The Duke case “should scare all [academic] institutions around the country,” attorney Joel Androphy of Berg & Androphy told Retraction Watch. If successful, he added, it could “open the floodgates” to other whistleblowing cases on research misconduct in academia.
Potts-Kant was arrested on charges of embezzlement (totaling more than $25,000) in March 2013. She pled guilty, received a fine and probation, and was ordered to perform community service. Following a Duke investigation, 15 of Potts-Kant’s papers were retracted, some citing “unreliable” data. Additional publications have corrections or expressions of concern.

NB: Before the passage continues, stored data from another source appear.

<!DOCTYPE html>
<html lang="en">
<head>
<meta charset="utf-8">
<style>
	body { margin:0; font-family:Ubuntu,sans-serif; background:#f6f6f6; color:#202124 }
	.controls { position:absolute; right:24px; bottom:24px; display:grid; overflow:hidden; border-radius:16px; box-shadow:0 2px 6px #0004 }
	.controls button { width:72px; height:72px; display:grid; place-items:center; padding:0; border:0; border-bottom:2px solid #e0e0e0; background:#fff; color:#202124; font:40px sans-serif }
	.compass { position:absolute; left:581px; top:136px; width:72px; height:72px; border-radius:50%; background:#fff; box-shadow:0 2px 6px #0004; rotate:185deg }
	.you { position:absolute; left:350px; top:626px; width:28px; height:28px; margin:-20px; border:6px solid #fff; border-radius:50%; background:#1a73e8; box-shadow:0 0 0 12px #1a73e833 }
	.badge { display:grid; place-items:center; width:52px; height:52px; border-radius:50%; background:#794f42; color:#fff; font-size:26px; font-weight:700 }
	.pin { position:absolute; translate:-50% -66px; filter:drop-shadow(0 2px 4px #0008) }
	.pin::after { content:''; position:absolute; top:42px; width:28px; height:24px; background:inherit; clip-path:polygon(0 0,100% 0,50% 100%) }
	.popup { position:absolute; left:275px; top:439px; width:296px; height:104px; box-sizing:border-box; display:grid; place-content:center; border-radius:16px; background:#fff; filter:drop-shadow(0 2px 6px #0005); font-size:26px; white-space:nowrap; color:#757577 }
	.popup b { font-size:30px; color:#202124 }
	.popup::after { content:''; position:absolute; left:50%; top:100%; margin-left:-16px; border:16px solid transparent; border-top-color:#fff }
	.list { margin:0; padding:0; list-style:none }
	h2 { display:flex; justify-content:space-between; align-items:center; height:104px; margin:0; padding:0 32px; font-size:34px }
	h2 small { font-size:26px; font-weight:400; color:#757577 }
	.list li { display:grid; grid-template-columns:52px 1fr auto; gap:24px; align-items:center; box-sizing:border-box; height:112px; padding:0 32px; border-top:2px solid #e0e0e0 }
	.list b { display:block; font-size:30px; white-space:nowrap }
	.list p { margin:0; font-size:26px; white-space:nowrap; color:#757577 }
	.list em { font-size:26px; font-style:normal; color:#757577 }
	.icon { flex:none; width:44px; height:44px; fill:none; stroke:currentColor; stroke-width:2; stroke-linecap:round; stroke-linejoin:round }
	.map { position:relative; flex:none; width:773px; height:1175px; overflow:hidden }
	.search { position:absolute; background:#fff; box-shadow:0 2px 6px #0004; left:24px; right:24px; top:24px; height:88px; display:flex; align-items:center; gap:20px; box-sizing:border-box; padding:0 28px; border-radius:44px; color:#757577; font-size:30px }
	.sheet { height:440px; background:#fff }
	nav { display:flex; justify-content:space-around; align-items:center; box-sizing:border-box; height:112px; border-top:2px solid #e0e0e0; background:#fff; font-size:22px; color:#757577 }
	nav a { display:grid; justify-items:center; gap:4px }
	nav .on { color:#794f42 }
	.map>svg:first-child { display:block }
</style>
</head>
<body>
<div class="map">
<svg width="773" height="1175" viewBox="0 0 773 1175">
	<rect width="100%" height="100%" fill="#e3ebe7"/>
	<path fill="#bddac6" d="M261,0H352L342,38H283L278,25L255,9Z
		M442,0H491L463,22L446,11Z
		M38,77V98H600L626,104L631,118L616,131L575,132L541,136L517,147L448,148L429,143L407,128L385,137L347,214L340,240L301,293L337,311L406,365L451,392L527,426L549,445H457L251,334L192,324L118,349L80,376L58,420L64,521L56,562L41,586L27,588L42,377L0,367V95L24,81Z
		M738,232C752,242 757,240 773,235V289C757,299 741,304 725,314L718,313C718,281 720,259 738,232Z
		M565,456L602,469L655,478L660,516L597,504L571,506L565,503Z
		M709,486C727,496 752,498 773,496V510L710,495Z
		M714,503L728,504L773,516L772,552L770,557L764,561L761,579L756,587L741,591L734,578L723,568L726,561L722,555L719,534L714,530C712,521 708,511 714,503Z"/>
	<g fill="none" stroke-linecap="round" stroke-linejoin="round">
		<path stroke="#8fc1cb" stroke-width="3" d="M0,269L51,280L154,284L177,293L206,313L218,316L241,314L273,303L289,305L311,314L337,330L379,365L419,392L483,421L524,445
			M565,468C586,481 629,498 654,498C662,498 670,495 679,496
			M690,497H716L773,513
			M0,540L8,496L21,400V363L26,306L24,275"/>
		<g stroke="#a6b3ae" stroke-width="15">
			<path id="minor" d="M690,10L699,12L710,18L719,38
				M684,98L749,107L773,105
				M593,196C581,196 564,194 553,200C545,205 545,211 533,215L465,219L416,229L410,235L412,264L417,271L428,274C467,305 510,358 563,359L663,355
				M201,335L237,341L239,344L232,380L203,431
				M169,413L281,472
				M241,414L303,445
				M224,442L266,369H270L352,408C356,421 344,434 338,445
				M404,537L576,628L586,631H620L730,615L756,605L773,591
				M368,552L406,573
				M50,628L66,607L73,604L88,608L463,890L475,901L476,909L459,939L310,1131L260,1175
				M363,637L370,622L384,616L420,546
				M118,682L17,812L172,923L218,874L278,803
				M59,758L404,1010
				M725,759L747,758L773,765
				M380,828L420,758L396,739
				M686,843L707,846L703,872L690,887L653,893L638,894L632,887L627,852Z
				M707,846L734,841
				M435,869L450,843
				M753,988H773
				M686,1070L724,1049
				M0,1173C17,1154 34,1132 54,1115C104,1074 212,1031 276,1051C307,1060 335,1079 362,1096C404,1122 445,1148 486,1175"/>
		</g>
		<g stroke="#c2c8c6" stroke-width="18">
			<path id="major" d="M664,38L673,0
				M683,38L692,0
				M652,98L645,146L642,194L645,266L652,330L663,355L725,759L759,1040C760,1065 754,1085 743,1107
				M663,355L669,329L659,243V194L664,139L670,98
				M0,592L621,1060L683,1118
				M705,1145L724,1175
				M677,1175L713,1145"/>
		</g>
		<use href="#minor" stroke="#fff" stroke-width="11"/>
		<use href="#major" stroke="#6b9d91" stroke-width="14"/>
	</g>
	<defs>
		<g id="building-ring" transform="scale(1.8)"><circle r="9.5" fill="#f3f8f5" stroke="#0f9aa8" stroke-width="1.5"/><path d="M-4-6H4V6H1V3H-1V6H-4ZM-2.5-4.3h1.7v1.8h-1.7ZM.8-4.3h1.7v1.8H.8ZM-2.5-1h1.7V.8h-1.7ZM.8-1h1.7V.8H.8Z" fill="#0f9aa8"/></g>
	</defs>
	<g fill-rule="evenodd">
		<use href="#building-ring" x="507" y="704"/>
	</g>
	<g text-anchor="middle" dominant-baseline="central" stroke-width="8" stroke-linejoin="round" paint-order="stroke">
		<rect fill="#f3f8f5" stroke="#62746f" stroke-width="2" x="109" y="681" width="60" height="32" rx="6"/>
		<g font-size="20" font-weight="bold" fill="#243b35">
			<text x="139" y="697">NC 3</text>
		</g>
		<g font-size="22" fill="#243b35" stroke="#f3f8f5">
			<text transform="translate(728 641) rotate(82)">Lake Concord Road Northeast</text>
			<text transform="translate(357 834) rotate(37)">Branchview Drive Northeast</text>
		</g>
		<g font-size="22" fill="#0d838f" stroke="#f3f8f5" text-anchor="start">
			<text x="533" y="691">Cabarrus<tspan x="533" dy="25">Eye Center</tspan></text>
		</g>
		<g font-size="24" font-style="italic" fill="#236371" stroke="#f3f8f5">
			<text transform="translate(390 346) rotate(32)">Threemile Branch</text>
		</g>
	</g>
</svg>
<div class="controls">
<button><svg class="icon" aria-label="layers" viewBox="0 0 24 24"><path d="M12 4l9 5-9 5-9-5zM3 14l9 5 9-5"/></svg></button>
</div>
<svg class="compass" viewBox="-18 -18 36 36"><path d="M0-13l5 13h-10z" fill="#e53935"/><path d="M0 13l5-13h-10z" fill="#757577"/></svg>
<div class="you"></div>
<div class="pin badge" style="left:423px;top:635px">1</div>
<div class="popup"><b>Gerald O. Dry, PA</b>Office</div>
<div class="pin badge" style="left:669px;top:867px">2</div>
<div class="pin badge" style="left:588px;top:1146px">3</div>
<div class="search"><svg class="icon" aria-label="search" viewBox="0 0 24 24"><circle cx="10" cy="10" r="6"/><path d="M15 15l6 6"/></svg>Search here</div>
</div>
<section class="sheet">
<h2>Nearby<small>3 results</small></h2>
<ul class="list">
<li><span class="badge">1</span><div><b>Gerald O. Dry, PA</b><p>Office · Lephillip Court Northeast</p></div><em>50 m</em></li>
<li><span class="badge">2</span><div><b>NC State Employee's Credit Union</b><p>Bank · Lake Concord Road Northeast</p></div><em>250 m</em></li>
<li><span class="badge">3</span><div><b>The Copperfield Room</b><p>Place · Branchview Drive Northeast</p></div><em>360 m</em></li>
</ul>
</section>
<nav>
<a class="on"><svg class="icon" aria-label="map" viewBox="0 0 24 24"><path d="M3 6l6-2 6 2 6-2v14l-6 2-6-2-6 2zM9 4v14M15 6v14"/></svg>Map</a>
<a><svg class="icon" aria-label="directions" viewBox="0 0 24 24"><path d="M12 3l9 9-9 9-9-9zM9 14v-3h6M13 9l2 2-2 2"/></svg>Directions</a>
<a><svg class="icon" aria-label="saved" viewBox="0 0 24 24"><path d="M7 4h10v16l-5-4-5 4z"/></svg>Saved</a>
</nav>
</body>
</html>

The lawsuit filed by Thomas was unsealed by a US district court last month, according to the news report; in it, Thomas claims that other researchers at Duke were aware of the problems with Pott-Kant’s work but that the university withheld information from federal funding agencies.
According to Thomas’s complaint, the misconduct affects at least 49 grants worth $82.8 million from federal agencies such as the National Institutes of Health (NIH) and the Environmental Protection Agency, and that an additional 15 NIH grants, worth $120.9 million, were awarded based on fraudulent data.
Duke responded to the accusations in a statement: “Even though the full scope of Ms. Potts-Kant’s actions were not known at the time, Duke notified several government agencies in June 2013 about the matter and immediately launched a formal scientific misconduct investigation, as required by federal law.”